What you will do:
Calculate how many lines of the data hold "list". The answer consists of that number only.
-------
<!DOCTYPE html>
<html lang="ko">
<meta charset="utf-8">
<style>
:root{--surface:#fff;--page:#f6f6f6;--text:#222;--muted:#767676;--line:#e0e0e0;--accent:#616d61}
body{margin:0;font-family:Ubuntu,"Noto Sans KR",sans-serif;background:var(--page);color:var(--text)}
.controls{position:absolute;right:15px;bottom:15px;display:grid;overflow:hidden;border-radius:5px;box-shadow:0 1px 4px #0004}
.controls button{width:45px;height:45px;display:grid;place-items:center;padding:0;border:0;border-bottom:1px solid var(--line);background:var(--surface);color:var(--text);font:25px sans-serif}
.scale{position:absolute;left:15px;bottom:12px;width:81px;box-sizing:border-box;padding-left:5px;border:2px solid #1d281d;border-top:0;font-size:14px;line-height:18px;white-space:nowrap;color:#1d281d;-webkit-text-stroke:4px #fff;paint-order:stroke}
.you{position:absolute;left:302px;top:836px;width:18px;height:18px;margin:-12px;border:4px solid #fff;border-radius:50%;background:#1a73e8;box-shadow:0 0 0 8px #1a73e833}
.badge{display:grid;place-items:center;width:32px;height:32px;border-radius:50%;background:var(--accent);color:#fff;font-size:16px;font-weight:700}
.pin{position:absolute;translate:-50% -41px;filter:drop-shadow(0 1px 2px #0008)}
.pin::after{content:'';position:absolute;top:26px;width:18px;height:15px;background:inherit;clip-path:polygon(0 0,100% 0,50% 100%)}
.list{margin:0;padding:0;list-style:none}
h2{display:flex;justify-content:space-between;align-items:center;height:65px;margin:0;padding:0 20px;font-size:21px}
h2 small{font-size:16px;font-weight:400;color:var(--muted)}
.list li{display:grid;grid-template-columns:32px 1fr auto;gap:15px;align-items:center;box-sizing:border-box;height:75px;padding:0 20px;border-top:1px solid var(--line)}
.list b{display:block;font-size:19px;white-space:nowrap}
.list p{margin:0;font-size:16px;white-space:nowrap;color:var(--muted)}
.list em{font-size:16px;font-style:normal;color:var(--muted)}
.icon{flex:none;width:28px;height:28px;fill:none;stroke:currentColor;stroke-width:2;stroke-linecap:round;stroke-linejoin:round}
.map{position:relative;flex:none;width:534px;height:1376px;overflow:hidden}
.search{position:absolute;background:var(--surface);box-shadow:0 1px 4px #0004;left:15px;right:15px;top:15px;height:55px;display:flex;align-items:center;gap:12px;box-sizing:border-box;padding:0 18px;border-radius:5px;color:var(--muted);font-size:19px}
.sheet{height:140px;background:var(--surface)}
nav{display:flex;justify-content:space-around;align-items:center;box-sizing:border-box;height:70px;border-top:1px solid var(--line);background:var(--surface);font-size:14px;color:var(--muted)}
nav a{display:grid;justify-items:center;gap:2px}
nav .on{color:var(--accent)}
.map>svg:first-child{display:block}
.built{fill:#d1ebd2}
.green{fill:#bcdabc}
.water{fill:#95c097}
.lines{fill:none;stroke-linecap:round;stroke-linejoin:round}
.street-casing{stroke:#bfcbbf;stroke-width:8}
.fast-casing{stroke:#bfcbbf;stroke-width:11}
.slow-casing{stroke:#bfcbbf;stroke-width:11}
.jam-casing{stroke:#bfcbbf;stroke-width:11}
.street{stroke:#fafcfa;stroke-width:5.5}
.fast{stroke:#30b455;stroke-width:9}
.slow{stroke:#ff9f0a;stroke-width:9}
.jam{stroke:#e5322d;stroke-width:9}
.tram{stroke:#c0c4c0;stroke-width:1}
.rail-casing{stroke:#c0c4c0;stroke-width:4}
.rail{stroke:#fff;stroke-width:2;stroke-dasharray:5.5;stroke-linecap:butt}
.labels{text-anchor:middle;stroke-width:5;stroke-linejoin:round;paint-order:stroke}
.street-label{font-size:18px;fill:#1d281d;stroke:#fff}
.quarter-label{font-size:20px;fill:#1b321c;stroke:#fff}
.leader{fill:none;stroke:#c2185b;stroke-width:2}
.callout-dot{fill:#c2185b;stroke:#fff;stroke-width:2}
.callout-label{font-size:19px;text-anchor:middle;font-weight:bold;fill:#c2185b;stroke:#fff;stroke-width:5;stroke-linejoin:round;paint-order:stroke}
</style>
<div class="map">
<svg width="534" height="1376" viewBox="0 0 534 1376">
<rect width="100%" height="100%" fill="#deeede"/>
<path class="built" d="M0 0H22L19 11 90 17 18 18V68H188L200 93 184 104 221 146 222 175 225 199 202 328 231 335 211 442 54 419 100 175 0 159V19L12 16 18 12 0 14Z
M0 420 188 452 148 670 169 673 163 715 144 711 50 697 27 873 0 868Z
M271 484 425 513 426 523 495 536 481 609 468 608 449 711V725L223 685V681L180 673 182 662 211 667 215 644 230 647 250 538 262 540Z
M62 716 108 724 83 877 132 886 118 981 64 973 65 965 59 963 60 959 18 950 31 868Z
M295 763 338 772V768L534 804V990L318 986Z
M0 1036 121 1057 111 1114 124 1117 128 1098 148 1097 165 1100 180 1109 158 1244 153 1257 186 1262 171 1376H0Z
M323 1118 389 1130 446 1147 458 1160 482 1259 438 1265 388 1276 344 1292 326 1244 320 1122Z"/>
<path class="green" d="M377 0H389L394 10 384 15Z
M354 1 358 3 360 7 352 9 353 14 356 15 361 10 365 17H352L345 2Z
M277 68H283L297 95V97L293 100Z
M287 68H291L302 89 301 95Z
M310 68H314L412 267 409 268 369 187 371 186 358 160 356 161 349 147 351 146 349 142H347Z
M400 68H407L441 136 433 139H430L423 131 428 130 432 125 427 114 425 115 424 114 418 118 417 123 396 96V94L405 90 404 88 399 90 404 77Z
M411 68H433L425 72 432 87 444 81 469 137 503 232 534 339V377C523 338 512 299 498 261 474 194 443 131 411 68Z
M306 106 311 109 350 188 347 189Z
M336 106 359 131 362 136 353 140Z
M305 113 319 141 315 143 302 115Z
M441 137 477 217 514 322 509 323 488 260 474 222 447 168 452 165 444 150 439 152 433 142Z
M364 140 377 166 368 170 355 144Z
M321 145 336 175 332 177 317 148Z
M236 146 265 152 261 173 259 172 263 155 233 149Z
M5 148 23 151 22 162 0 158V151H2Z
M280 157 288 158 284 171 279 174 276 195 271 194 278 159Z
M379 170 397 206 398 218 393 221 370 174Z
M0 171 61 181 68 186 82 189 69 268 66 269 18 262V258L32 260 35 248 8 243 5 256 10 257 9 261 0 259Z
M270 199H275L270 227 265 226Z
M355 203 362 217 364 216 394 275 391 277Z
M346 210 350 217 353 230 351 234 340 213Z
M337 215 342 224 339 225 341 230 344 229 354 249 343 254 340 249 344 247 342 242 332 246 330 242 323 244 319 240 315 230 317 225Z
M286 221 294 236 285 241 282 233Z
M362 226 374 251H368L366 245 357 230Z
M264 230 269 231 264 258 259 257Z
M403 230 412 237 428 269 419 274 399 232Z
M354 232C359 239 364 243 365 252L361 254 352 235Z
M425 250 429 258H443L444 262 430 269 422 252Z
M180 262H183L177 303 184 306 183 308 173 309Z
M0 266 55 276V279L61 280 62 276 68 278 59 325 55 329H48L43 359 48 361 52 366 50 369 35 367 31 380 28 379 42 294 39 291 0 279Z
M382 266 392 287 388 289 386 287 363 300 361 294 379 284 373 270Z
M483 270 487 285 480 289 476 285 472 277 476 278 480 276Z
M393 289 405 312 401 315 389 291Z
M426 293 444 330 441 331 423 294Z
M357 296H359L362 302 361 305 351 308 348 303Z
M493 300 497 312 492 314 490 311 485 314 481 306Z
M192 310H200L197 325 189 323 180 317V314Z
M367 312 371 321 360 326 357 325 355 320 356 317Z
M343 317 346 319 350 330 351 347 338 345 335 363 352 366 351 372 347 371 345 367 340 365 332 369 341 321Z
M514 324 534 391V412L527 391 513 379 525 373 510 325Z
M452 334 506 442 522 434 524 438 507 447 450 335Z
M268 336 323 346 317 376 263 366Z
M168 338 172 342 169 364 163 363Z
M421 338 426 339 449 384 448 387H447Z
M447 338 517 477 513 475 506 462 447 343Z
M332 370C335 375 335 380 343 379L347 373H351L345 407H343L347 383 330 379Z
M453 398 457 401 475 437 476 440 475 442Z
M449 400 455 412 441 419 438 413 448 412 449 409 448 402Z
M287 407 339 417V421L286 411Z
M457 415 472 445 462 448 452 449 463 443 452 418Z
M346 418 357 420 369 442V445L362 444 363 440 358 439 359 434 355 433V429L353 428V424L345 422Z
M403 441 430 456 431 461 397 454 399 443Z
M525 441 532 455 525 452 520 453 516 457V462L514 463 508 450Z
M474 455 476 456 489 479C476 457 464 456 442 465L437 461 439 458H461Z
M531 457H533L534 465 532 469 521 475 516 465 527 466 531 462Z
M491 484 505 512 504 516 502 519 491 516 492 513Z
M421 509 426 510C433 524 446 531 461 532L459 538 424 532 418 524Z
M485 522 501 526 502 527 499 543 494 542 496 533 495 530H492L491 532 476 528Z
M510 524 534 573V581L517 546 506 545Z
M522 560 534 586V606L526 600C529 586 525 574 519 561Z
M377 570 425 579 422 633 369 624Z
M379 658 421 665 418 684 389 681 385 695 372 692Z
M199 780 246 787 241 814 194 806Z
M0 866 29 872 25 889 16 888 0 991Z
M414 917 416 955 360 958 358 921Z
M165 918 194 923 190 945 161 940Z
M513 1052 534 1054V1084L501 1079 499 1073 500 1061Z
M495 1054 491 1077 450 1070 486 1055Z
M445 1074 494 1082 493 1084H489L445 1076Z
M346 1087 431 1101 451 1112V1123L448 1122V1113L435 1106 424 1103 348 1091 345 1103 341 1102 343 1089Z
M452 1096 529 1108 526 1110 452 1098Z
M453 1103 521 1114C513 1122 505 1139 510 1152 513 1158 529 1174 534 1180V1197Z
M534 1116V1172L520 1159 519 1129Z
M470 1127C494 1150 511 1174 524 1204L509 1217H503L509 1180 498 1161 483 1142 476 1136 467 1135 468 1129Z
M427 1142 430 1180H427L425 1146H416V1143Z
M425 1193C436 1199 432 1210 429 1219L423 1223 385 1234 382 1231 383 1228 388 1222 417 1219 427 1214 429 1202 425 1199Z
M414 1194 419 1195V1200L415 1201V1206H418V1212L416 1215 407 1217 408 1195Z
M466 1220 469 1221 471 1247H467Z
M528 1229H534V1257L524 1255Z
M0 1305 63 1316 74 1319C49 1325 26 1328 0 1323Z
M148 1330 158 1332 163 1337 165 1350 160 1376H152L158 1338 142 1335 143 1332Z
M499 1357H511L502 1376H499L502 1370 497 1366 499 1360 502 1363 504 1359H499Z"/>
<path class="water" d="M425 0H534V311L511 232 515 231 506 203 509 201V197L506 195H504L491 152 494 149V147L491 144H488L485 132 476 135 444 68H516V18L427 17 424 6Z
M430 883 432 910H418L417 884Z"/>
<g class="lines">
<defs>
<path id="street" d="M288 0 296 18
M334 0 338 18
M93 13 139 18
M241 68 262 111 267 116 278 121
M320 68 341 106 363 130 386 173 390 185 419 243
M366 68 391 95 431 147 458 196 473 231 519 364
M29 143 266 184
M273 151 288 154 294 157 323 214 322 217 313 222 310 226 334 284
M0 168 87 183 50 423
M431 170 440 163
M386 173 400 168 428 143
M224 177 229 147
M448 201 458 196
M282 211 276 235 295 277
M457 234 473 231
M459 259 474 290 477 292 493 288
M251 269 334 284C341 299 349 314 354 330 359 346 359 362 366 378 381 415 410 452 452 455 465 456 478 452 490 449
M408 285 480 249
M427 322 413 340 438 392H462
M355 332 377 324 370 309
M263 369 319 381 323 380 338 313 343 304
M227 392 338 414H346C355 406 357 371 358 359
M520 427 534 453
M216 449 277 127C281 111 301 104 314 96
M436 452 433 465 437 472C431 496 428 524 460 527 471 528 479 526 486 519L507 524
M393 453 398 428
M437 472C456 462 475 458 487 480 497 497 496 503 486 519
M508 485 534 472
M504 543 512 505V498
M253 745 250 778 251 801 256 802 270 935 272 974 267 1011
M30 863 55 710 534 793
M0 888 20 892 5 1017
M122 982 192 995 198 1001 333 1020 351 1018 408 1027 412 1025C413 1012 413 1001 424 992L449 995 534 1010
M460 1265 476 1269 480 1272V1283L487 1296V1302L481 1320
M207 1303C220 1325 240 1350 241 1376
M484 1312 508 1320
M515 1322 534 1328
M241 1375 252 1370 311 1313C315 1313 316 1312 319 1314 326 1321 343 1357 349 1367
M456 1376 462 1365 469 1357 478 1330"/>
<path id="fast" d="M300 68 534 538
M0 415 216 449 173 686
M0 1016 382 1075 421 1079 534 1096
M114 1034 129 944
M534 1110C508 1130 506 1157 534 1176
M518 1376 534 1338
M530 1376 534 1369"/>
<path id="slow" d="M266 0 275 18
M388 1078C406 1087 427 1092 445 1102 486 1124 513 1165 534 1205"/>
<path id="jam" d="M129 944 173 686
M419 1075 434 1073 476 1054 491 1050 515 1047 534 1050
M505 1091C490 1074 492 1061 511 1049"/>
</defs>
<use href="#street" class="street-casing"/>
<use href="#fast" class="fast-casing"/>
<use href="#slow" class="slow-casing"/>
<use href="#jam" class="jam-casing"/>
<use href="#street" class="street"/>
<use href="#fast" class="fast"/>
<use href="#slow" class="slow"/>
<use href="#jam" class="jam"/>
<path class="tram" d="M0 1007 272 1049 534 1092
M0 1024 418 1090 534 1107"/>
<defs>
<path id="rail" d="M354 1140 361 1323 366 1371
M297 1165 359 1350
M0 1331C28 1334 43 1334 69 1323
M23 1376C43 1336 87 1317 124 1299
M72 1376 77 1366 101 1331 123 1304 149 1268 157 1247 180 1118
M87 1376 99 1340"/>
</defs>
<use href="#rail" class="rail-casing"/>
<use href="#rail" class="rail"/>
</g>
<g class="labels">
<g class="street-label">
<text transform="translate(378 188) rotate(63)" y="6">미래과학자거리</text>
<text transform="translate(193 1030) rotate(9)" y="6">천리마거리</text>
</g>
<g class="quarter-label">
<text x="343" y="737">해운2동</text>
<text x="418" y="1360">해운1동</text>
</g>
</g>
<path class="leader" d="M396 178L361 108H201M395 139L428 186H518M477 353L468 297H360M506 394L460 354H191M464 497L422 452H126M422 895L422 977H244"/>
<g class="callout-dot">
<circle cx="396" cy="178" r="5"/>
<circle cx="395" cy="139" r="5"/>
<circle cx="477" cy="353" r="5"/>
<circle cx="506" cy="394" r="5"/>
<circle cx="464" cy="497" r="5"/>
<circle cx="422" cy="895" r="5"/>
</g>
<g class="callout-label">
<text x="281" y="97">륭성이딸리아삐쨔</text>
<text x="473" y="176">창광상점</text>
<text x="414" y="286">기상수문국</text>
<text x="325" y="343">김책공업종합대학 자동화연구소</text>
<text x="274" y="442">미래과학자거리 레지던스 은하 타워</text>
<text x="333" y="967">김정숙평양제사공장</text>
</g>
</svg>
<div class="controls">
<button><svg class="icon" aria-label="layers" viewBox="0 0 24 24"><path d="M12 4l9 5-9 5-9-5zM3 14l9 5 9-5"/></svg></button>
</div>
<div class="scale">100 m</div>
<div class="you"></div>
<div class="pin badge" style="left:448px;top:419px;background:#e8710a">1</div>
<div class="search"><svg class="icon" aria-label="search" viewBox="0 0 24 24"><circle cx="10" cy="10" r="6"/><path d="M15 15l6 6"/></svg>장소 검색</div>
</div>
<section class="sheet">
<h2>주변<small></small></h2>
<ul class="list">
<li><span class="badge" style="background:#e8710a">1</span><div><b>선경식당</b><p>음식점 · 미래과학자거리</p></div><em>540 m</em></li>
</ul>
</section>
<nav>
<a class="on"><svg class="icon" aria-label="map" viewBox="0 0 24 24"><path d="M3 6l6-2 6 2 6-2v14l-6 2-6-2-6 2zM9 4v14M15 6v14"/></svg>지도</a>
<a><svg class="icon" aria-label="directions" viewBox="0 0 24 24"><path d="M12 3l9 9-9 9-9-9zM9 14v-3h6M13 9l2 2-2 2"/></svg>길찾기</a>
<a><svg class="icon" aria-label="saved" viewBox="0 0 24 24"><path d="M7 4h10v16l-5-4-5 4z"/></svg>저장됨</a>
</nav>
-------
Response below:
6